Second, I often find my classes visiting a message that originated internally. For example, the MyFantasticClass class creates a new message via a factory then wants to "visit" this specific message. Since the class inherits from the Visitor interfance, it now states to the outside world that it "is a" Visitor. But, the intent is not for other classes to use this interface.

My question is, is there another option I can look into?

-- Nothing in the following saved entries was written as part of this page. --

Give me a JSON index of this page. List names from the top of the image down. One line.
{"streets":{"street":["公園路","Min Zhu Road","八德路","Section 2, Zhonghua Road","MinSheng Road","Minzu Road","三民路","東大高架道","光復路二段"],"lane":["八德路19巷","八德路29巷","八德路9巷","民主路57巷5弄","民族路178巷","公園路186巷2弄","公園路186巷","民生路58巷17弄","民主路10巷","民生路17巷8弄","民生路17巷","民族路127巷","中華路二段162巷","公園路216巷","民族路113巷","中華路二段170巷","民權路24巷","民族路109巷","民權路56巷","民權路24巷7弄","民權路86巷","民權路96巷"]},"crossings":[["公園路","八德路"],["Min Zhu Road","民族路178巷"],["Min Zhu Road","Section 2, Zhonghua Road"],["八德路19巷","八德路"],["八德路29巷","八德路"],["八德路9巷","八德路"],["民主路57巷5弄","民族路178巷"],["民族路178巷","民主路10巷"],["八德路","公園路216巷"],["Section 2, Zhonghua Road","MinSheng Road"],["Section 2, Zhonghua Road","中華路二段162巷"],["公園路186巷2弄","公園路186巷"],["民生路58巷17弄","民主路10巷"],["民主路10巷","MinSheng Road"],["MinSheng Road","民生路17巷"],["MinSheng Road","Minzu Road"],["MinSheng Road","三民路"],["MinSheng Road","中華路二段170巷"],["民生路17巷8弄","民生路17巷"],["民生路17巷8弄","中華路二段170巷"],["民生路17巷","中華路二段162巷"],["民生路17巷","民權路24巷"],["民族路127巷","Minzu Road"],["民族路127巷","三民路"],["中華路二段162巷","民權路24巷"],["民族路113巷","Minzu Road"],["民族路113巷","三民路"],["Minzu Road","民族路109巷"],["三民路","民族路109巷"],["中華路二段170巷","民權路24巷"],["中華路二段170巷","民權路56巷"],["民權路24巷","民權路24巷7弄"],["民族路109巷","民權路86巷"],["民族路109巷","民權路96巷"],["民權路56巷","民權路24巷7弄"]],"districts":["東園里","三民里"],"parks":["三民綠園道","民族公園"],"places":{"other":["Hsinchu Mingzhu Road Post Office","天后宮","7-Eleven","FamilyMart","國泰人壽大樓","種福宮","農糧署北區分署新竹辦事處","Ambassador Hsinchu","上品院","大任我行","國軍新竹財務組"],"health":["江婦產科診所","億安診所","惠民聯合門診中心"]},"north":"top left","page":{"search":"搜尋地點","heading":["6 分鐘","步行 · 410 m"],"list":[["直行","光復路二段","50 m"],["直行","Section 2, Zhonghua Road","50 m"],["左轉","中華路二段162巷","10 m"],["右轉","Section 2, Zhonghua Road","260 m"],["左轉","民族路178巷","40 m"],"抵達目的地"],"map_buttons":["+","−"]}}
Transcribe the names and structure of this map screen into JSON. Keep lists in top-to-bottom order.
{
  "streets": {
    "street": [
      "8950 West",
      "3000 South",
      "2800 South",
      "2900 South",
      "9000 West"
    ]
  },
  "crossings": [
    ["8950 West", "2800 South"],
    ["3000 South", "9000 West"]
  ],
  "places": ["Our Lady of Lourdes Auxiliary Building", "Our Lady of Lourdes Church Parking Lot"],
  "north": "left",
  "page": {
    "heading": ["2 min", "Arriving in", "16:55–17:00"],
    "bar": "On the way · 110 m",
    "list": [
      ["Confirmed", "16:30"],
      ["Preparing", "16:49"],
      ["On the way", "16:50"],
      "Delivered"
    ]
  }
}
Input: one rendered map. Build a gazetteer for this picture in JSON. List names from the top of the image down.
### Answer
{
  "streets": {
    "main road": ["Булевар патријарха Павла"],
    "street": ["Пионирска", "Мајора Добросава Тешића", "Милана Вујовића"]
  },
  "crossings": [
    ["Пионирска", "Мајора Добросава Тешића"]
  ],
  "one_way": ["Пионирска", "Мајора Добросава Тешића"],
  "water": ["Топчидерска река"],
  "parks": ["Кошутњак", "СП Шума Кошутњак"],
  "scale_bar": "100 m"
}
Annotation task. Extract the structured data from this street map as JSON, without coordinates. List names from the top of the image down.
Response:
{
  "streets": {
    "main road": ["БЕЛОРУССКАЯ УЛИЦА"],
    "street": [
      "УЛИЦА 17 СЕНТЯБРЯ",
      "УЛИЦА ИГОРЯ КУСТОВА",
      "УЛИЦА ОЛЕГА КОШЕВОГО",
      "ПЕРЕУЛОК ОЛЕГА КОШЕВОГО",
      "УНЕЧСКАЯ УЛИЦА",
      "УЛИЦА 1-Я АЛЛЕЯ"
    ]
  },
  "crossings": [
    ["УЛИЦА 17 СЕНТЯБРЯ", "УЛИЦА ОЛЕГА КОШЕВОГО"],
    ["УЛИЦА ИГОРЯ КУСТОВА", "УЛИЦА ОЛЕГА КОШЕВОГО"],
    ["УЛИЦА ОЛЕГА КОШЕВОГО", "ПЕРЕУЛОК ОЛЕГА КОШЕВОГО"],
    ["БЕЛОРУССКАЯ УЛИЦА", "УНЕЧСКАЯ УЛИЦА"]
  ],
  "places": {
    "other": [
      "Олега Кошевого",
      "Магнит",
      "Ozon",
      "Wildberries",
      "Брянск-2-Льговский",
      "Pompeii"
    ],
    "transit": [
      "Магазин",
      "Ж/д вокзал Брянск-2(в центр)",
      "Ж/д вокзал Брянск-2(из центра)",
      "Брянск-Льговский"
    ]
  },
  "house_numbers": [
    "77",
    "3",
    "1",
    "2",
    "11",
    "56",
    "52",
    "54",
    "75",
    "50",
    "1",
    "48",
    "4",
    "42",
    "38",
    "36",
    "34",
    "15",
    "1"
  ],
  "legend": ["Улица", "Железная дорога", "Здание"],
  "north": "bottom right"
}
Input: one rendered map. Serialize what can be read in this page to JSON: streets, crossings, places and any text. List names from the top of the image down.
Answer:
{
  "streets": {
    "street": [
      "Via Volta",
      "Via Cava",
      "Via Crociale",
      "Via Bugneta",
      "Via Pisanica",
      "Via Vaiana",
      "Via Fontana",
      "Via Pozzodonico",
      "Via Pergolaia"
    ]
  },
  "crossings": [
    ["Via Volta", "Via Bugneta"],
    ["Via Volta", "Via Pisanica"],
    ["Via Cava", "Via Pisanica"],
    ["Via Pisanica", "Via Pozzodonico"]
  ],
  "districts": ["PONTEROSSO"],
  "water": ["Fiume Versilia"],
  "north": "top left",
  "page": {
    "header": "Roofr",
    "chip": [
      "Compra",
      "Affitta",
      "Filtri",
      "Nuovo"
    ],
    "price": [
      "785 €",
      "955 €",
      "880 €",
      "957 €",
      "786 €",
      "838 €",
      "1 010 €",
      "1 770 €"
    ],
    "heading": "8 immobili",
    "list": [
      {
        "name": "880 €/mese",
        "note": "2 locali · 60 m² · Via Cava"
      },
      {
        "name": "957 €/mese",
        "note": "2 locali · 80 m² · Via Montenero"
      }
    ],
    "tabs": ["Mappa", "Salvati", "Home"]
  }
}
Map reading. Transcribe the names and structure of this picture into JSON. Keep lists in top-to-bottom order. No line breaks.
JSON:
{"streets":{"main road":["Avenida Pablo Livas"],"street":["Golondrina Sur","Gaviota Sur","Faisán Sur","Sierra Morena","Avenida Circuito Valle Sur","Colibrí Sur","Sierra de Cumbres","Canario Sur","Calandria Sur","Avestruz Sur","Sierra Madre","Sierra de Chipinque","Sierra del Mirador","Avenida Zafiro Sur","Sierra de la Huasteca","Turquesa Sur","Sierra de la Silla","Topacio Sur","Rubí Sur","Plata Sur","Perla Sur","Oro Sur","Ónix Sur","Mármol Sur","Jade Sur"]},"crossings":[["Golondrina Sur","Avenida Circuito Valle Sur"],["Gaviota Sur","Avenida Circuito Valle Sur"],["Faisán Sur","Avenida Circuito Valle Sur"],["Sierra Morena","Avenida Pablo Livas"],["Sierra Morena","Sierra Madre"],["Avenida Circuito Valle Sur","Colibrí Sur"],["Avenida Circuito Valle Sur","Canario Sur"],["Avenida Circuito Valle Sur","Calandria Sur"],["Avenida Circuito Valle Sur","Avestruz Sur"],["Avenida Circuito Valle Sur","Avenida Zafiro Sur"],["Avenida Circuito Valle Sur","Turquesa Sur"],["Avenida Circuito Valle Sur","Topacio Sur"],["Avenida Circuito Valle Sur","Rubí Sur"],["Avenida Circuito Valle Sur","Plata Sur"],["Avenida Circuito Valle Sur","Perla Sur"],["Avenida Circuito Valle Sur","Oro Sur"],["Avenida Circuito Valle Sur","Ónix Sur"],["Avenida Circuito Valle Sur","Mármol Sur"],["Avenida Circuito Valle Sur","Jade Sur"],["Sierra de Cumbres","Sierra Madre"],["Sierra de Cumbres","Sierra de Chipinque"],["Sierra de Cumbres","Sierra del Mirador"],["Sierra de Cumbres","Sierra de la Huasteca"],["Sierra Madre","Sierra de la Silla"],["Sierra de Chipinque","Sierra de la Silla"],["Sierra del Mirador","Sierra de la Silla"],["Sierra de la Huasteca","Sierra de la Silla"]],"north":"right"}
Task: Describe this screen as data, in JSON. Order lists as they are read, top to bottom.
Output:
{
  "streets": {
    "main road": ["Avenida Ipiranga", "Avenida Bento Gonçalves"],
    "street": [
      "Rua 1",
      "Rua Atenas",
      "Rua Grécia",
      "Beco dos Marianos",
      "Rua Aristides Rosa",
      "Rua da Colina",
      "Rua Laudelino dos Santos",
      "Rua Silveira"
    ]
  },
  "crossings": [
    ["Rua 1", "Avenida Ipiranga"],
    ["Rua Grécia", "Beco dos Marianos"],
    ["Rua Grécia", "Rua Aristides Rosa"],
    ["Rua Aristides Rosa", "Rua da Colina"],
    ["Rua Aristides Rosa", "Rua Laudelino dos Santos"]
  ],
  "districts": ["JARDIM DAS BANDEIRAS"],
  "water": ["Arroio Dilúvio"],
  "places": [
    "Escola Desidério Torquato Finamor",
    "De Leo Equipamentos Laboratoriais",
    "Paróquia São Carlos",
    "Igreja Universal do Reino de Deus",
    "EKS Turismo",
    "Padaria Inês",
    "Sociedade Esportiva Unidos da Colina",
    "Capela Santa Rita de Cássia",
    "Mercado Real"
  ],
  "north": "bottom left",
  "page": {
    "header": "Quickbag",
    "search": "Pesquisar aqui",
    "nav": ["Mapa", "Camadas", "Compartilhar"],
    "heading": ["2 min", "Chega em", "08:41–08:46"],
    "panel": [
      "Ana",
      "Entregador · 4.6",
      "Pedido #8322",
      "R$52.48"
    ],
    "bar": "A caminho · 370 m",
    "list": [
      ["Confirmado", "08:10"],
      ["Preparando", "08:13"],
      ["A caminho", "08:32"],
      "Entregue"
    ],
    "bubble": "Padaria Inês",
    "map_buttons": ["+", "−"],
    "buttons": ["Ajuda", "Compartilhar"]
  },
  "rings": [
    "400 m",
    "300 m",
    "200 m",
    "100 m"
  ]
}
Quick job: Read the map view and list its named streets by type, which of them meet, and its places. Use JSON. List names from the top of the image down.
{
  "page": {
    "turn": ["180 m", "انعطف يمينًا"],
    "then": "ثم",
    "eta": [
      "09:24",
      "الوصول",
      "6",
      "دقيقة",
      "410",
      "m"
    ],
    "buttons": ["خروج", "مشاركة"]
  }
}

One of my thoughts was to break the inheritance by introducing a private class which inherits from the visitor interface which is then a member of the main class

class MyFantasticClass : public MessageVisitor
{
public:
    void handleMessage(const AbstractMessage& msg);

private:
    class Impl : public MessageVisitor
    {
    public:
        void visit(const Message1& msg) override;
        void visit(const Message2& msg) override;
    };

    Impl _impl;
};

void MyFantasticClass ::handleMessage(const AbstractMessage& msg)
{
    msg.accept(_impl);
}

But this introduces the added complexity of me somehow needing to perhaps still have access to the members (variables and functions) of the MyFantasticClass class from within the visitor since it was this class that needed to "handle" the messages in the first place.

7
  • 3
    You might want to look up std::variant and std::visit. Commented Aug 3, 2023 at 16:40
  • I'm wondering if private inheritance is one possible, simple solution as described here: softwareengineering.stackexchange.com/questions/208066/… Commented Aug 3, 2023 at 17:27
  • 4
    The Visitor pattern is to some extent a switch statement in disguise. Inheritance and std::visit really just help the compiler catch and enforce the cases you haven't implemented (e.g., if you're adding a new Visitor (a new operation), or if you add a new type of Element that you want to be able to visit (operate upon)). If you're simply switching on a type or on an identifier, then the "elements" are the different types/identifiers, and different "visitors" are just the different functions that contain switch statements. 1/2 Commented Aug 3, 2023 at 20:55
  • 3
    The primary design tradeoff is the same - it's fairly easy to add new functions/visitors, but it's hard to add new types of elements (cause you have to update all the functions/visitors to handle the new type in an appropriate way). There are other secondary tradeoffs like complexity vs type safety, etc. If you want the "changeability" tradeoff to be the other way around (easy to add new types, but harder to add new methods), then something like the Strategy pattern (+ perhaps a factory) is a better fit. 2/2 Commented Aug 3, 2023 at 20:55
  • This SO thread may help
    – radarbob
    Commented Aug 4, 2023 at 7:13

1 Answer 1

1

Based upon the comments on my question, one possible alternative would be to use std::variant and std::visit as such:

#include <variant>
#include <iostream>

class ClassA {};
class ClassB {};
class ClassC {};

using MyVariant = std::variant<ClassA, ClassB, ClassC>;

class MyVisitor
{
public:
    void visit(const MyVariant& v)
    {
        std::visit([this](auto&& arg){
            this->visit(arg);
        }, v);
    }

private:
    void visit(const ClassA& x)
    {
        std::cout << "MyVisitor visits ClassA" << std::endl;
    }
    
    void visit(const ClassB& x)
    {
        std::cout << "MyVisitor visits ClassB" << std::endl;
    }
    
    void visit(const ClassC& x)
    {
        std::cout << "MyVisitor visits ClassC" << std::endl;
    }
};

You can see a side-by-side example of using a traditional visitor versus std::variant here: https://godbolt.org/z/hKccz9qTe

Interestingly enough, the variant seems to produce smaller code (which is typically me desire for an embedded system) when compiled identically to the traditionalvisitor (using virtual methods). I confirmed this by compiling both using arm-none-eabi-g++ then running arm-none-eabi-size. This seems a bit odd since, from my understanding, std::visit essentially implements a vtable under the hood in order to do its work.